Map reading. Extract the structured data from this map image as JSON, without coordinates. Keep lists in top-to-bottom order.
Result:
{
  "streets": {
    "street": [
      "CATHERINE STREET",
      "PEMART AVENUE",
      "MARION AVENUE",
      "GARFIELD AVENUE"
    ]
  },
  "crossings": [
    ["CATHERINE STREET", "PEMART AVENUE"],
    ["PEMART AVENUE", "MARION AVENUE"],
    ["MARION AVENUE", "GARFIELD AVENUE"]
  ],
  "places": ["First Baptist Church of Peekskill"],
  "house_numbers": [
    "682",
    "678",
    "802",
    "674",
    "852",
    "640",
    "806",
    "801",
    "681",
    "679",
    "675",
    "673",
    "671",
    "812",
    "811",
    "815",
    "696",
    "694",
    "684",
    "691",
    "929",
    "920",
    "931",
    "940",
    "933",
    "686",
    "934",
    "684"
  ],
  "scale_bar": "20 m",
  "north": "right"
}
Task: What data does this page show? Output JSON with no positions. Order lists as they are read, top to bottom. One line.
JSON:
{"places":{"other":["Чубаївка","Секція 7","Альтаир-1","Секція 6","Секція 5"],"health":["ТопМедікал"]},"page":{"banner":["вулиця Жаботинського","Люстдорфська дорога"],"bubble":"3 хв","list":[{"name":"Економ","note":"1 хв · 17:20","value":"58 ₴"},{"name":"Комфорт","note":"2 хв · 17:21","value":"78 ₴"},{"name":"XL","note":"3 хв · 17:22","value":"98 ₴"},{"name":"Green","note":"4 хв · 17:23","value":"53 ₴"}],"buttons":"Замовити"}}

Aim of the exercise: Gather from the records above every line containing the string "lists".

Solution:
Map reading. Extract the structured data from this map image as JSON, without coordinates. Keep lists in top-to-bottom order.
Task: What data does this page show? Output JSON with no positions. Order lists as they are read, top to bottom. One line.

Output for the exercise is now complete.